**WHAT THIS TASK INVOLVES**
In the records below, find the lines that include "street" and copy each.
------ DATASET EXTRACT
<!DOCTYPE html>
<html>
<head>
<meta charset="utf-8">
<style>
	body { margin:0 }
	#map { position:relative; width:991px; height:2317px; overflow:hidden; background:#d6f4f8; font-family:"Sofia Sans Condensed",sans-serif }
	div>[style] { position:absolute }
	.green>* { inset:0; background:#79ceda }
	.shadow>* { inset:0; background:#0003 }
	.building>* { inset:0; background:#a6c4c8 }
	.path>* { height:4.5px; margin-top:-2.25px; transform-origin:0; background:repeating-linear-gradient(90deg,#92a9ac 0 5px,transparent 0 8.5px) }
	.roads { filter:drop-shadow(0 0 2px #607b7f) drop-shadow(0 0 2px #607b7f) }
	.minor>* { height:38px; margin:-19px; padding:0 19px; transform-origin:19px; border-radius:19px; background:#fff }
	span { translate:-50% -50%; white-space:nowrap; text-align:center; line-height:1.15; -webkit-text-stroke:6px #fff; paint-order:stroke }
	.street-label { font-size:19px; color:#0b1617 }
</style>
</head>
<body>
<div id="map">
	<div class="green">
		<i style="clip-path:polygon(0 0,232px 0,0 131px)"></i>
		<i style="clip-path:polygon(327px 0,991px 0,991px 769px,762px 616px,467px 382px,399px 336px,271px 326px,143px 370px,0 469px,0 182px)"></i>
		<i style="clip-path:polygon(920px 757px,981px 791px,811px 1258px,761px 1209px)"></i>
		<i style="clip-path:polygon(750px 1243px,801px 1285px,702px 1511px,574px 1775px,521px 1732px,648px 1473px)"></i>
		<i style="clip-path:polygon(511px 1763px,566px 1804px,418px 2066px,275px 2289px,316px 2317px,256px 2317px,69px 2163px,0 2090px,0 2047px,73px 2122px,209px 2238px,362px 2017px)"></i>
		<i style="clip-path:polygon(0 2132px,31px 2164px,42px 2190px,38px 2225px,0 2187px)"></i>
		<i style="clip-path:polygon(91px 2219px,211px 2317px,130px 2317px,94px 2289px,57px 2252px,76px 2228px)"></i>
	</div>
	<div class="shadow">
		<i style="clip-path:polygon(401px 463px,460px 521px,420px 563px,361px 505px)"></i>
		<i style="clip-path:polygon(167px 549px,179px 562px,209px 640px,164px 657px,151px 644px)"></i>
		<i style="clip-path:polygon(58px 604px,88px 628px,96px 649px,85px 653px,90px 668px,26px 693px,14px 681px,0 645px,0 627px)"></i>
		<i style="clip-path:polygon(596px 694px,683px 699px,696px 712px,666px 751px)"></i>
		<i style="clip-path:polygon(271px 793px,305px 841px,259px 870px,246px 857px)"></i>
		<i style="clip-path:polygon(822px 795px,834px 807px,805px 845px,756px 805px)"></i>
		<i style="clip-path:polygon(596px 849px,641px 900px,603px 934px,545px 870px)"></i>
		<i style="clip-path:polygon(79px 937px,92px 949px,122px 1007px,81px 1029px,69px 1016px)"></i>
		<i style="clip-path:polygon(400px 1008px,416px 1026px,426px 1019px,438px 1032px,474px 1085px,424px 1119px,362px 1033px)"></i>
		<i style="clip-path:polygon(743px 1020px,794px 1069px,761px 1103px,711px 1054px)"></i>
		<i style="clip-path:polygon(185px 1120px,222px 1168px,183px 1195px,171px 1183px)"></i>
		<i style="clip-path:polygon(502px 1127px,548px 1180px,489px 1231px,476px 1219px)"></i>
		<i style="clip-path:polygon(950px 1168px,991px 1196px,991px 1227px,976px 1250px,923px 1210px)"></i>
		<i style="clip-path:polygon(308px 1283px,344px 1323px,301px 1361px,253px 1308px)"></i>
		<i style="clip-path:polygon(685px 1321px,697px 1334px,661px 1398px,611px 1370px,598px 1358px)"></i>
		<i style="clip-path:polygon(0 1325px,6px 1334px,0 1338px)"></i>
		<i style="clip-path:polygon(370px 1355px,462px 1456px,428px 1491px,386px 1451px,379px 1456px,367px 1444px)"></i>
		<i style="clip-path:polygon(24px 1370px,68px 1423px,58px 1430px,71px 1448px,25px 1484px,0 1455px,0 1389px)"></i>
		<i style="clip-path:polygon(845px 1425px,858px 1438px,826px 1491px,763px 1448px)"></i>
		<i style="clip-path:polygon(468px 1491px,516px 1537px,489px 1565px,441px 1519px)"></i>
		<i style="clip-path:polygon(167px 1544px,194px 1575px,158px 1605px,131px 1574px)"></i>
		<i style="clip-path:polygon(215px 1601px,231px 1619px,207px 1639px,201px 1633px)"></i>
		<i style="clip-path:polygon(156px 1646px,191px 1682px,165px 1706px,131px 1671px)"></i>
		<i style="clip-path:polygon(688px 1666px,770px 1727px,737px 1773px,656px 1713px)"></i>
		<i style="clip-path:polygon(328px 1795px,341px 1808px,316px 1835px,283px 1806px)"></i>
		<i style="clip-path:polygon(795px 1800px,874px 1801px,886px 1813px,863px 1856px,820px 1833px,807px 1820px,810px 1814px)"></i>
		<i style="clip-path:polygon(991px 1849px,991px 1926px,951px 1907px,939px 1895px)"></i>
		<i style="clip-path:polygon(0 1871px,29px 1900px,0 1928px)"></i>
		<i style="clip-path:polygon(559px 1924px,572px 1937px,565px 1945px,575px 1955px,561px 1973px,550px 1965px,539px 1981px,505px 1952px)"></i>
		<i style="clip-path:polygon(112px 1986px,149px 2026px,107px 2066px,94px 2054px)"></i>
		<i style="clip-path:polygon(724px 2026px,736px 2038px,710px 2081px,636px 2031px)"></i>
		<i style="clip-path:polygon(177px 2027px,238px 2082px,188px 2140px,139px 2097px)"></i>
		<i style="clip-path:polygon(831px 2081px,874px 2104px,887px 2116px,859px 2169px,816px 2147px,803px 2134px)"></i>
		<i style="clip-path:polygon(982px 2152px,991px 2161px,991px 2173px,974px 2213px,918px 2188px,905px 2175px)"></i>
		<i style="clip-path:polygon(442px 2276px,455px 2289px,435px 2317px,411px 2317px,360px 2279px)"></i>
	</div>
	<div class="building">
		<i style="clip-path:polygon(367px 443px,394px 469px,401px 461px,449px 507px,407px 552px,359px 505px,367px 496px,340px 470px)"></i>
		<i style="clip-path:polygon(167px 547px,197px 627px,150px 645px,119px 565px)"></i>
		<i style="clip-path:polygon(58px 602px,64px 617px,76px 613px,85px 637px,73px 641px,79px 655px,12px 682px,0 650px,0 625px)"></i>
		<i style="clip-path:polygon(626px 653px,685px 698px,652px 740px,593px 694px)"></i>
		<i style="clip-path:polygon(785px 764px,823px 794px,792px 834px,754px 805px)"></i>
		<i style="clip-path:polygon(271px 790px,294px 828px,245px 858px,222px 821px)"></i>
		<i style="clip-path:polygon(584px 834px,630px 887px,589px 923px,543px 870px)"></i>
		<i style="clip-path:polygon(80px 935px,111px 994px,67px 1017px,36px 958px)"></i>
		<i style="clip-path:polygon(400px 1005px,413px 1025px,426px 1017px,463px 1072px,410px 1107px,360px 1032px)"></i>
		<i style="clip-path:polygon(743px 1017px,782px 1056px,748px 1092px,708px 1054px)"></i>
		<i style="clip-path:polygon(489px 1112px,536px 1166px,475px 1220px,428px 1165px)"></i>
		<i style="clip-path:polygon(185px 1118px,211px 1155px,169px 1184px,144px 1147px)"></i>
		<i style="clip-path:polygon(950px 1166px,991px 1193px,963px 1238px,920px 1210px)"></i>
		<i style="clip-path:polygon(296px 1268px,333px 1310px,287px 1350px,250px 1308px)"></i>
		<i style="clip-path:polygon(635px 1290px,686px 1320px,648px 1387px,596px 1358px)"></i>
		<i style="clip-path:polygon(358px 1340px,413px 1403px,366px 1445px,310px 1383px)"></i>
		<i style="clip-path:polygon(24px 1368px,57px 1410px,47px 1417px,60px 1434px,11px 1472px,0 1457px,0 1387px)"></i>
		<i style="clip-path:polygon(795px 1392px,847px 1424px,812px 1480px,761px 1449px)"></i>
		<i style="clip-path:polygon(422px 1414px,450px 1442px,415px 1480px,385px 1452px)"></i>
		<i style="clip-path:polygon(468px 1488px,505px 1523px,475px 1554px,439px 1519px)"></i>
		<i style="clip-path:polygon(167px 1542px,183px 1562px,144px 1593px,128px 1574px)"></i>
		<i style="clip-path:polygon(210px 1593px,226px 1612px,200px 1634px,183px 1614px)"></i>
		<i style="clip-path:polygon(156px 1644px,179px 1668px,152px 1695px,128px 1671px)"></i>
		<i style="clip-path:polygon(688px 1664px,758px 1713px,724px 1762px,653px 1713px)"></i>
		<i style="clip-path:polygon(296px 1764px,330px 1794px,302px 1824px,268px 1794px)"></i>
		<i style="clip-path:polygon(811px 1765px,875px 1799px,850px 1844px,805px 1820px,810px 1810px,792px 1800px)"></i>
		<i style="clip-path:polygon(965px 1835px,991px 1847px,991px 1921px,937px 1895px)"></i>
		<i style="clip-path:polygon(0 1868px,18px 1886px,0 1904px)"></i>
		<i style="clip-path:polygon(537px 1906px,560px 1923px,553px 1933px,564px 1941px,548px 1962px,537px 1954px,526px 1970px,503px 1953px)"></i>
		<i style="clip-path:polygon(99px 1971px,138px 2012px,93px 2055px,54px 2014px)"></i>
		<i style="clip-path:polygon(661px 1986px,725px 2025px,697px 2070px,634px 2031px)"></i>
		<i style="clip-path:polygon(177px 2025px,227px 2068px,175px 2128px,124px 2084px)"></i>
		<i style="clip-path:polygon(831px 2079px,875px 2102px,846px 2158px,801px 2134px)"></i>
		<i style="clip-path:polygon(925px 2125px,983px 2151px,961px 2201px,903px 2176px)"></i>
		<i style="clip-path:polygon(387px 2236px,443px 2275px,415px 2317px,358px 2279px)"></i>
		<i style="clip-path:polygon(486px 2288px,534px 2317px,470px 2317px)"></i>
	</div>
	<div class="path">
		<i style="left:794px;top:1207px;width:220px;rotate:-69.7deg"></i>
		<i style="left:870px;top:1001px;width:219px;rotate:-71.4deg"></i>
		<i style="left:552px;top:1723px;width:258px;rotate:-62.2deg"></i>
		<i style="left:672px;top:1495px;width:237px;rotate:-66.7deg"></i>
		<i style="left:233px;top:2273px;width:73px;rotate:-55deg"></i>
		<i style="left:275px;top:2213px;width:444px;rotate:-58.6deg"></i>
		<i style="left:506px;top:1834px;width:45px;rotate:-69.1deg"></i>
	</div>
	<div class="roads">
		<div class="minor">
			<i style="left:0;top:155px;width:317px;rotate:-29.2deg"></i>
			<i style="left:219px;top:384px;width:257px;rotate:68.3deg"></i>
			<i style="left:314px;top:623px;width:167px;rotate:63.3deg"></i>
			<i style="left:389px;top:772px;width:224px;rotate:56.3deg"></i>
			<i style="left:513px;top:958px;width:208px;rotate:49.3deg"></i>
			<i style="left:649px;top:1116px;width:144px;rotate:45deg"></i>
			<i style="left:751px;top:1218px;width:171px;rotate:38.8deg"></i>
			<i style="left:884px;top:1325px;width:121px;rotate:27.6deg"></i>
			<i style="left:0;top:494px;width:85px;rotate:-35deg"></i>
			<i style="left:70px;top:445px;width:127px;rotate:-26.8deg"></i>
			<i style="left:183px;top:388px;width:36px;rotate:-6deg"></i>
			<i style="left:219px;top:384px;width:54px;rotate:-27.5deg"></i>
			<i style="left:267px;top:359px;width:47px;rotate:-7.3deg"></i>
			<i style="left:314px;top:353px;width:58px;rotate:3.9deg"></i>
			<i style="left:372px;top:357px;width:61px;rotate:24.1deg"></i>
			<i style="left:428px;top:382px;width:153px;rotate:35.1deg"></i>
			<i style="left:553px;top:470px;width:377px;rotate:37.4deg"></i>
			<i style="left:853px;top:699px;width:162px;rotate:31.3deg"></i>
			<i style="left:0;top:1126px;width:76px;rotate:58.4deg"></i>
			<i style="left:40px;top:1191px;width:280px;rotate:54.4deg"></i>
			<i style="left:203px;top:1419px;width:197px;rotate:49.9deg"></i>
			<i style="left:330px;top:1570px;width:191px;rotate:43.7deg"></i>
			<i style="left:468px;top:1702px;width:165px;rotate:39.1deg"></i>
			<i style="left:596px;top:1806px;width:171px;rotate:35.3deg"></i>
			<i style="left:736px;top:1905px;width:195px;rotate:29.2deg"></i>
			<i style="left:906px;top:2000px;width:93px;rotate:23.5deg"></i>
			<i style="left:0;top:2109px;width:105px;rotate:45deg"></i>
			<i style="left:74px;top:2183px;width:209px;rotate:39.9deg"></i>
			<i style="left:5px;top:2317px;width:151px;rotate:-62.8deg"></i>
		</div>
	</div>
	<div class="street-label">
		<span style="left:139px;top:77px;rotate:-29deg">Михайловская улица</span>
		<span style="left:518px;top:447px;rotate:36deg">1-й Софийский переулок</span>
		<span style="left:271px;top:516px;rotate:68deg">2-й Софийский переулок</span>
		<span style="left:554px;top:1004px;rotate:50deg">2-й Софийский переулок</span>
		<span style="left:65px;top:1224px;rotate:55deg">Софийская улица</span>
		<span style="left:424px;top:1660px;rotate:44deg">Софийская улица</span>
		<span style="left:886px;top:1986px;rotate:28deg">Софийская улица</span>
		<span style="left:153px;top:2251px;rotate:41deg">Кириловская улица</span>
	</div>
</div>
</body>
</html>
------------
**YOUR RESPONSE**
	.street-label { font-size:19px; color:#0b1617 }
	<div class="street-label">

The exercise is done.